Data items
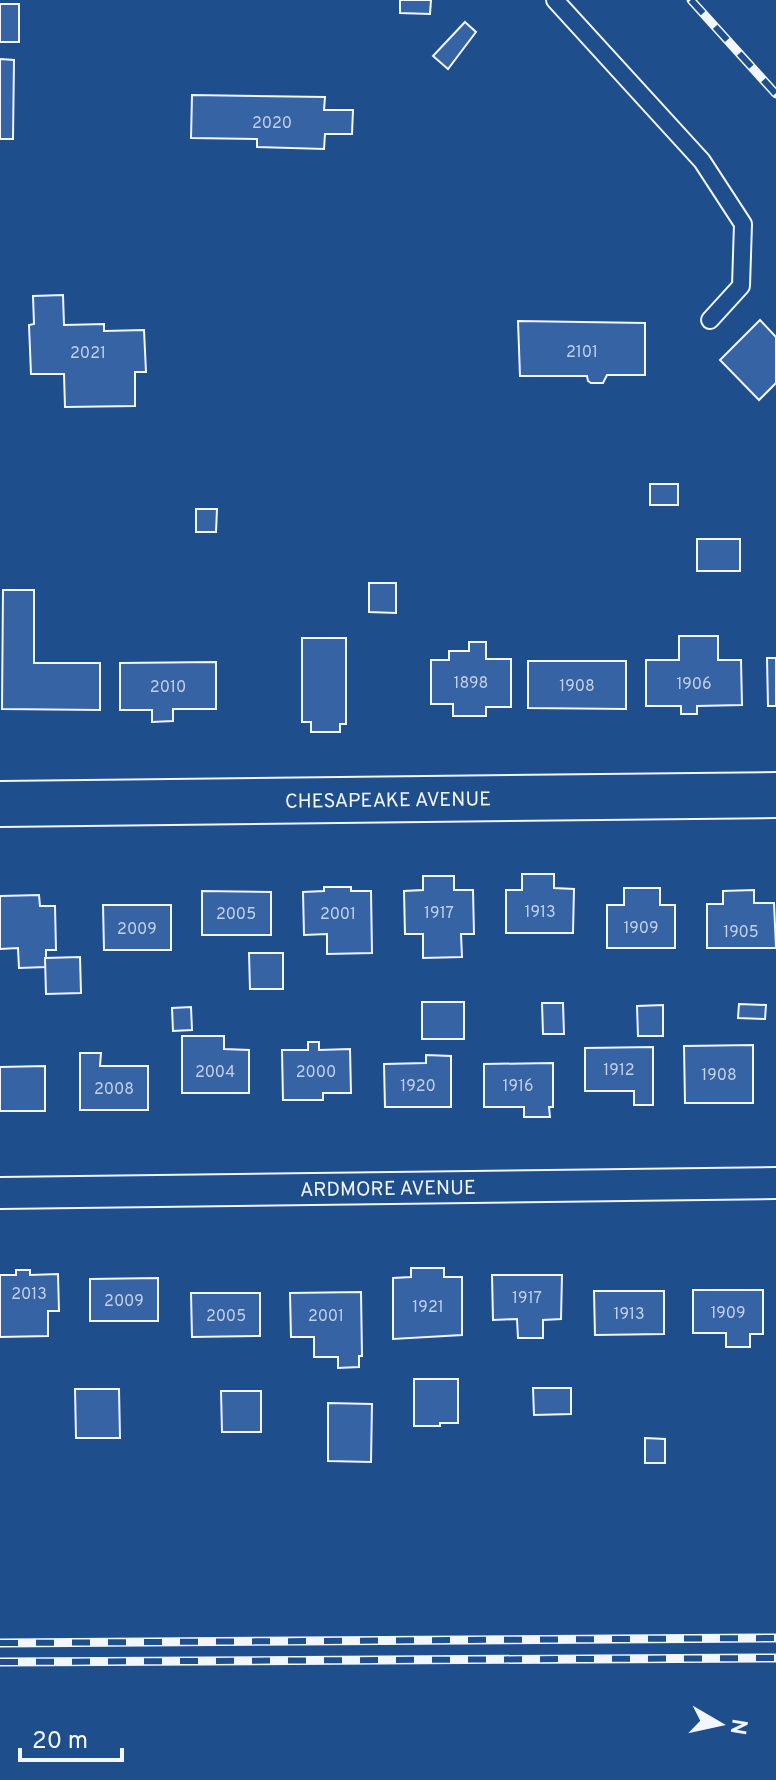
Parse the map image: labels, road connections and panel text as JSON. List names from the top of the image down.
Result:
{
  "streets": {
    "street": ["CHESAPEAKE AVENUE", "ARDMORE AVENUE"]
  },
  "house_numbers": [
    "2020",
    "2101",
    "2021",
    "1898",
    "1906",
    "1908",
    "2010",
    "1913",
    "1917",
    "2005",
    "2001",
    "1909",
    "2009",
    "1905",
    "1912",
    "2004",
    "2000",
    "1908",
    "1920",
    "1916",
    "2008",
    "2013",
    "1917",
    "2009",
    "1921",
    "1909",
    "1913",
    "2005",
    "2001"
  ],
  "scale_bar": "20 m",
  "north": "right"
}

**EXERCISE BRIEF:**
Reproduce the records above exactly, excluding every picture.

**WRITTEN SOLUTION:**
Parse the map image: labels, road connections and panel text as JSON. List names from the top of the image down.
Result:
{
  "streets": {
    "street": ["CHESAPEAKE AVENUE", "ARDMORE AVENUE"]
  },
  "house_numbers": [
    "2020",
    "2101",
    "2021",
    "1898",
    "1906",
    "1908",
    "2010",
    "1913",
    "1917",
    "2005",
    "2001",
    "1909",
    "2009",
    "1905",
    "1912",
    "2004",
    "2000",
    "1908",
    "1920",
    "1916",
    "2008",
    "2013",
    "1917",
    "2009",
    "1921",
    "1909",
    "1913",
    "2005",
    "2001"
  ],
  "scale_bar": "20 m",
  "north": "right"
}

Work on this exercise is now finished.